Go through the records that follow and tally the lines with "setLineDash" in them; answer with the number alone.

Extracted records

☆ ☆ ☆ ☆

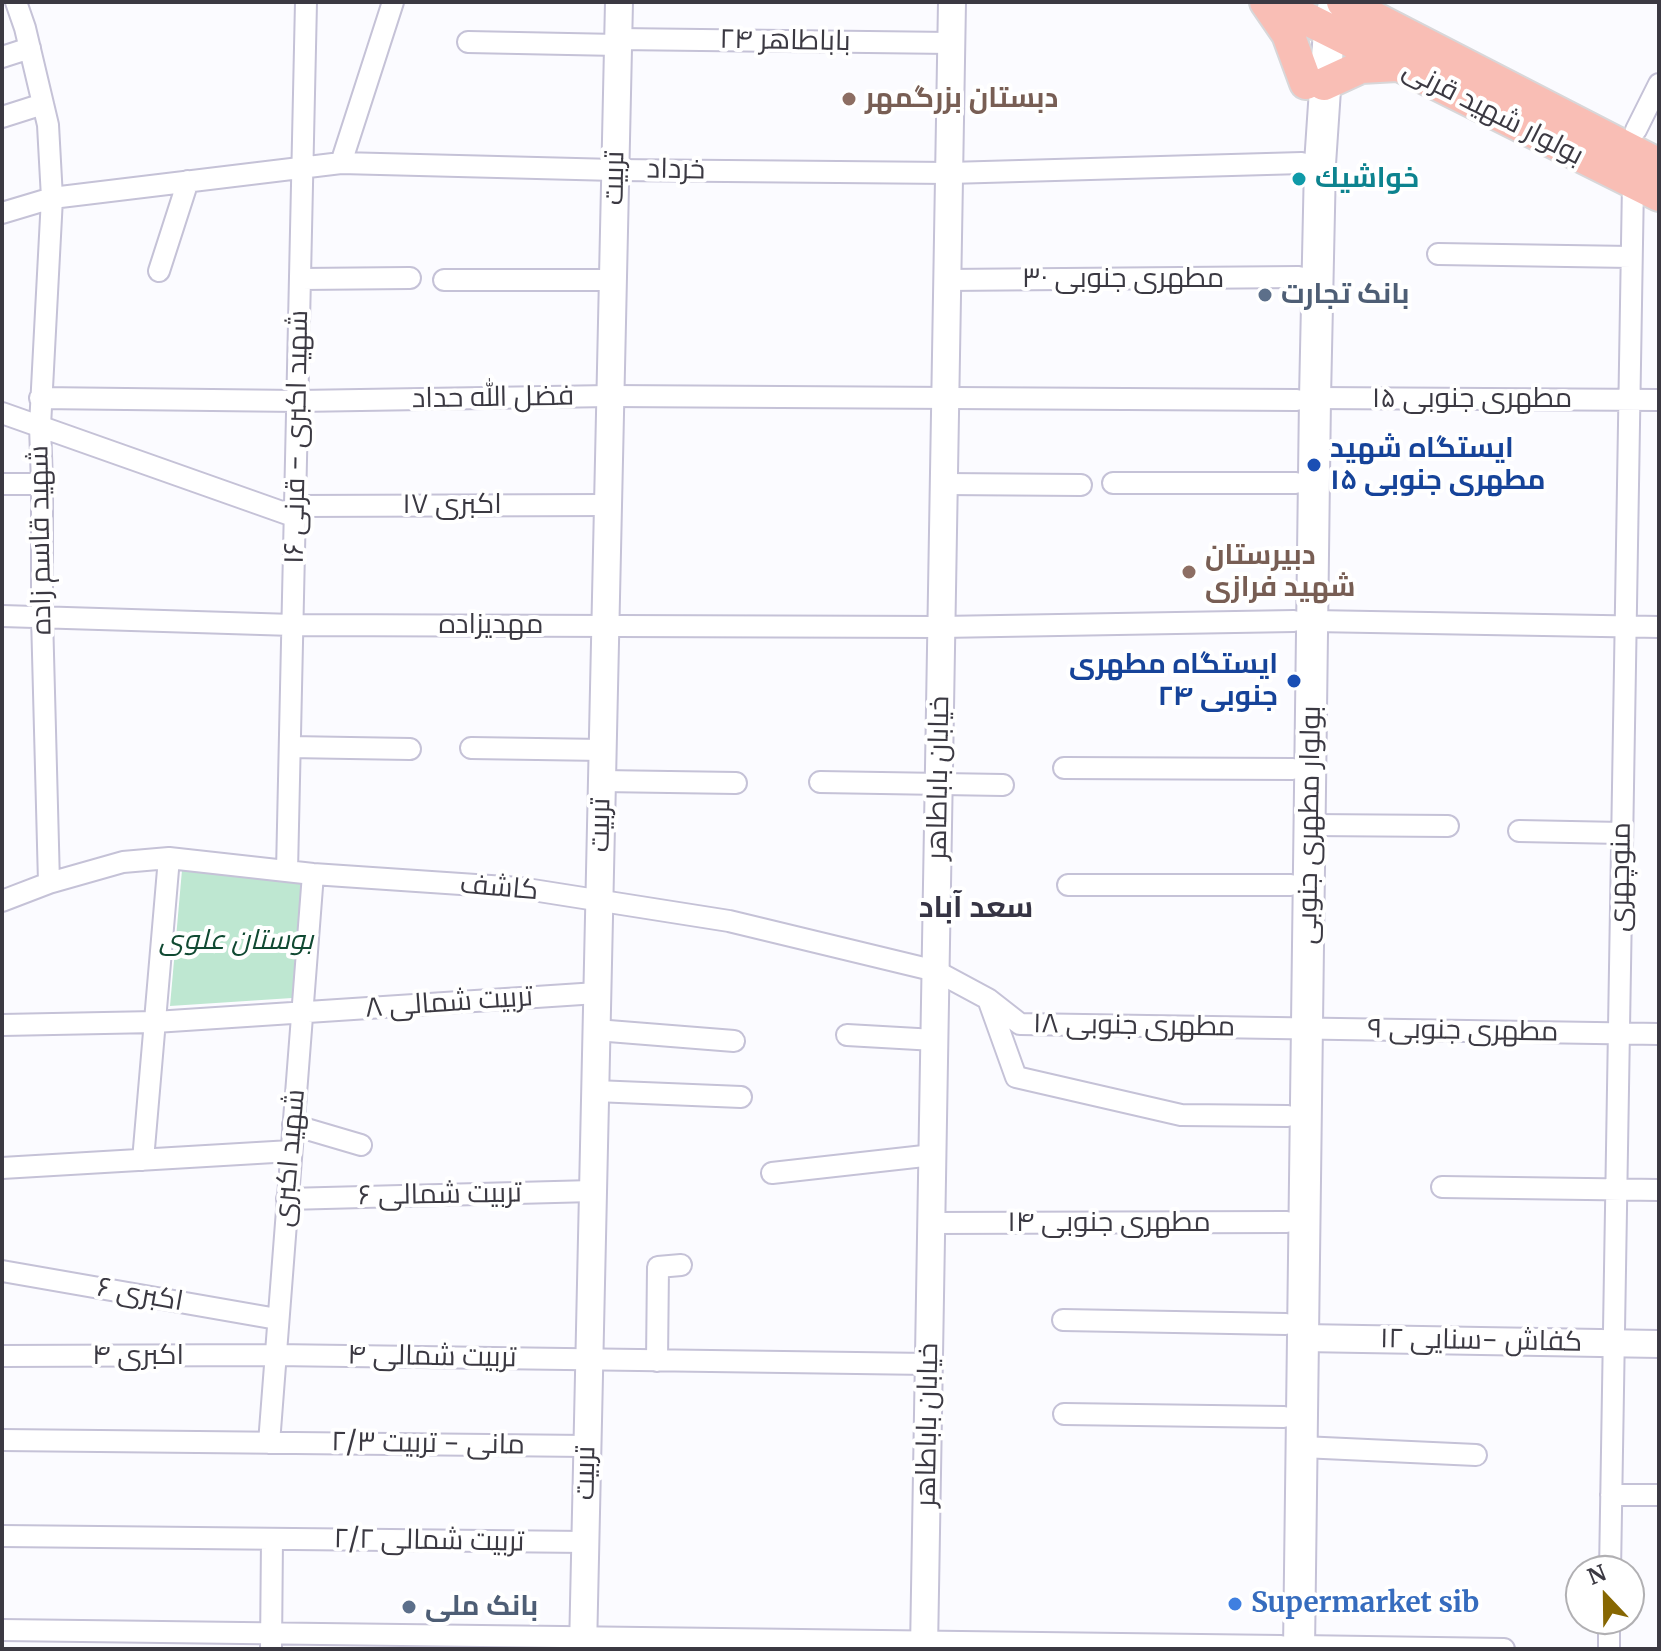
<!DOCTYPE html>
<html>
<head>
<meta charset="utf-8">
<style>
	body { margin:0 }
	#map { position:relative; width:1661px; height:1651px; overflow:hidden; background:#fbfbff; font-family:Merriweather,serif }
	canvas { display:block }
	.frame { position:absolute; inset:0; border:4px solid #3b3942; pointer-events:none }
	.north { position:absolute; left:1565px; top:1555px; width:80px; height:80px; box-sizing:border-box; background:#fff; border:2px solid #b1b0b3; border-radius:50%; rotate:338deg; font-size:22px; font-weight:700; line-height:32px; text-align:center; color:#3b3942 }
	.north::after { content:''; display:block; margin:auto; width:28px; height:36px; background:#876702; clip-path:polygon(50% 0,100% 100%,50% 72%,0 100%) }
</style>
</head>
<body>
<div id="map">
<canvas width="1661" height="1651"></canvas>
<div class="frame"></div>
<div class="north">N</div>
</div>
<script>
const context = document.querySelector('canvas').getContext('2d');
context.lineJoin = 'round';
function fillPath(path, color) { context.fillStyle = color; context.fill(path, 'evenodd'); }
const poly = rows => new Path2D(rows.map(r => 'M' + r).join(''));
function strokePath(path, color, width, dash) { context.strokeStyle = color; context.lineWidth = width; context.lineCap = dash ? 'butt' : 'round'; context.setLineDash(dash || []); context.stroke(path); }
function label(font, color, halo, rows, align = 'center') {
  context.font = font + ' Merriweather,Cairo,serif'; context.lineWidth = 8; context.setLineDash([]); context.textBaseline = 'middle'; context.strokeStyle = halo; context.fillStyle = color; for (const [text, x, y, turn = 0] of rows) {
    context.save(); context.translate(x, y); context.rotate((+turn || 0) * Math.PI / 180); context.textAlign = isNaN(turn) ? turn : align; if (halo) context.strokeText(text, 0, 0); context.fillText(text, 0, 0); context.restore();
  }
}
const green = poly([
	[182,870,301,884,292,998,170,1006]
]);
const minor = poly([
	[16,2,25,28,48,125,52,198,40,426,42,484,42,616,49,883],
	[618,39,951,43],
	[468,42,618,45],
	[2,57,30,48],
	[2,117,43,104],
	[1636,130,1659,84],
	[341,163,393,2],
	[2,213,52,198,341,163,615,170,949,173,1302,163],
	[1438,254,1631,257],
	[159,271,188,181],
	[301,279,410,278],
	[444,280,613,280],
	[947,280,1299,277],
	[40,398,298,401,610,396,1297,400],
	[1315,398,1659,400],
	[2,413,296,517],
	[1113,483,1296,483],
	[2,484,42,484],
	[944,484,1081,485],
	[296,506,608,505],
	[2,616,293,625,941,627,1294,621],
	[1313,621,1659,627],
	[290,747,410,749],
	[471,748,603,750],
	[1064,768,1293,769],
	[602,781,736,783],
	[820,782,1003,785],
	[1310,825,1448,826],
	[1519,831,1622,833],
	[287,871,306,2],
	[1068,885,1291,885],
	[2,901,49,883,123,862,169,858,313,874,520,888,729,921,936,971,988,999,1020,1024,1659,1034],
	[988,999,1016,1077,1181,1115,1288,1116],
	[2,1025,155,1022,597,993],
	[596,1030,734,1041],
	[847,1035,935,1040],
	[595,1091,741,1097],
	[293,1125,361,1145],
	[143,1160,169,858],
	[2,1168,291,1151],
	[772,1173,933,1155],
	[1442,1187,1659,1190],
	[287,1199,593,1191],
	[932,1223,1287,1222],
	[2,1271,277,1319],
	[1063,1320,1286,1324],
	[2,1356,275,1355,929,1364],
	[657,1361,658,1267,681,1265],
	[1064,1414,1284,1417],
	[2,1440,587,1446],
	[269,1443,313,874],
	[1302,1447,1476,1455],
	[1611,1495,1659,1495],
	[2,1536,585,1542],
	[1610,1571,1633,183],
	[2,1630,1281,1646],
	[1299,1646,1504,1649],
	[271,1649,272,1539],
	[1609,1649,1609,1619]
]);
const tertiary = poly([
	[1303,1338,1659,1344],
	[583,1649,619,2],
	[924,1649,952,2]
]);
const secondary = poly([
	[1299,1649,1315,398,1320,164,1329,30,1333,8]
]);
const primary = poly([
	[1266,2,1288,34,1306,83],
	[1273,2,1659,195],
	[1343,2,1659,165],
	[1324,84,1361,67,1397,65]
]);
const markers = [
	[849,99,8,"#8d6e63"],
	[1299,179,8,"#0f9aa8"],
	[1265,295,8,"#5c6f8a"],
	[1314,465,8,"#1a4fb4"],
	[1189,572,8,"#8d6e63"],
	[1294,681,8,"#1a4fb4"],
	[1235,1604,8,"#3f7fe0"],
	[409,1607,8,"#5c6f8a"]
];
const streetNames = [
	["باباطاهر ۲۴",785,41,1],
	["بولوار شهید قرنی",1493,113,27],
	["خرداد",676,170,1],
	["تربیت",615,178,-89],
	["مطهری جنوبی ۳۰",1123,279],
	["فضل الله حداد",493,398,-1],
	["مطهری جنوبی ۱۵",1472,399],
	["شهید اکبری - قرنی ۱۶",297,437,-89],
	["اکبری ۱۷",452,505],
	["شهید قاسم زاده",41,540,-91],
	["مهدیزاده",491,625],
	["خیابان باباطاهر",939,778,-89],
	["تربیت",601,825,-89],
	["بولوار مطهری جنوبی",1310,825,-89],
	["منوچهری",1621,877,-89],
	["کاشف",499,888,5],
	["تربیت شمالی ۸",449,1003,-4],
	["مطهری جنوبی ۱۸",1134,1026,1],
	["مطهری جنوبی ۹",1463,1031,1],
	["شهید اکبری",290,1158,-85],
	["تربیت شمالی ۶",440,1195,-1],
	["مطهری جنوبی ۱۴",1109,1223],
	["اکبری ۶",140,1295,10],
	["کفاش -سنایی ۱۲",1481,1341,1],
	["اکبری ۴",138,1356],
	["تربیت شمالی ۴",432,1357,1],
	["خیابان باباطاهر",928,1425,-89],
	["مانی - تربیت ۲/۳",428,1444,1],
	["تربیت",586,1473,-89],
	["تربیت شمالی ۲/۲",429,1541,1]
];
const educationNames = [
	["دبستان بزرگمهر",865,99],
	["دبیرستان",1205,556],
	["شهید فرازی",1205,588]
];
const cultureNames = [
	["خواشيك",1315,179]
];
const serviceNames = [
	["بانک تجارت",1281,295],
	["بانک ملی",425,1607]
];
const transitNames = [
	["ایستگاه شهید",1330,449],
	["مطهری جنوبی ۱۵",1330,481],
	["ایستگاه مطهری",1278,665,"right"],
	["جنوبی ۲۴",1278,697,"right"]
];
const parkNames = [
	["بوستان علوی",236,941]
];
const shopNames = [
	["Supermarket sib",1251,1604]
];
const neighbourhoodNames = [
	["سعد آباد",976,909]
];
fillPath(green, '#bee7d1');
strokePath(minor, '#c5c2d7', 24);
strokePath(tertiary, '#c5c2d7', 30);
strokePath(secondary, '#c5c2d7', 34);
strokePath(primary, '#d8d7d9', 36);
strokePath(minor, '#fff', 20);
strokePath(tertiary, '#fff', 26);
strokePath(secondary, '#fff', 30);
strokePath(primary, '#f9beb5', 32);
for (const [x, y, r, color] of markers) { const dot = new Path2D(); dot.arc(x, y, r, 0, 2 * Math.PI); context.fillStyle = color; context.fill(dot); strokePath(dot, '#fff', 3); }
label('28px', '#3b3942', '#fff', streetNames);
label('bold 28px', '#785e54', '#fff', educationNames, 'left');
label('bold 28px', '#0d838f', '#fff', cultureNames, 'left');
label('bold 28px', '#4e5e75', '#fff', serviceNames, 'left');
label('bold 28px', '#164399', '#fff', transitNames, 'left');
label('italic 28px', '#104932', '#fff', parkNames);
label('bold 28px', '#366cbe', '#fff', shopNames, 'left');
label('bold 30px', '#363444', '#fff', neighbourhoodNames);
</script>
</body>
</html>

☆ ☆ ☆ ☆

Response box -
2